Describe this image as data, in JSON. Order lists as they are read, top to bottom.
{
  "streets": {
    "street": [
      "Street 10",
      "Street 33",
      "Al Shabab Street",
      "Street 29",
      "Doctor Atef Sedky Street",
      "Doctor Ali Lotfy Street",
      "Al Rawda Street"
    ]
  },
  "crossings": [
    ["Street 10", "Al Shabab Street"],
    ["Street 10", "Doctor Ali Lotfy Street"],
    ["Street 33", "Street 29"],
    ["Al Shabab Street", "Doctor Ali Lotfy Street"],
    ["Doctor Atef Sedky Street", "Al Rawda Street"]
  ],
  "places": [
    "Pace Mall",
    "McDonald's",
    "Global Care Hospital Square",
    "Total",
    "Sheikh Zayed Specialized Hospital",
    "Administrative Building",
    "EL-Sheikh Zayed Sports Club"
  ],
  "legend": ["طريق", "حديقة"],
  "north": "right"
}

——————

▸ **EXERCISE DIRECTIONS**
Copy every line above that holds the word "Lotfy".

▸ **SOLUTION BELOW**
      "Doctor Ali Lotfy Street",
    ["Street 10", "Doctor Ali Lotfy Street"],
    ["Al Shabab Street", "Doctor Ali Lotfy Street"],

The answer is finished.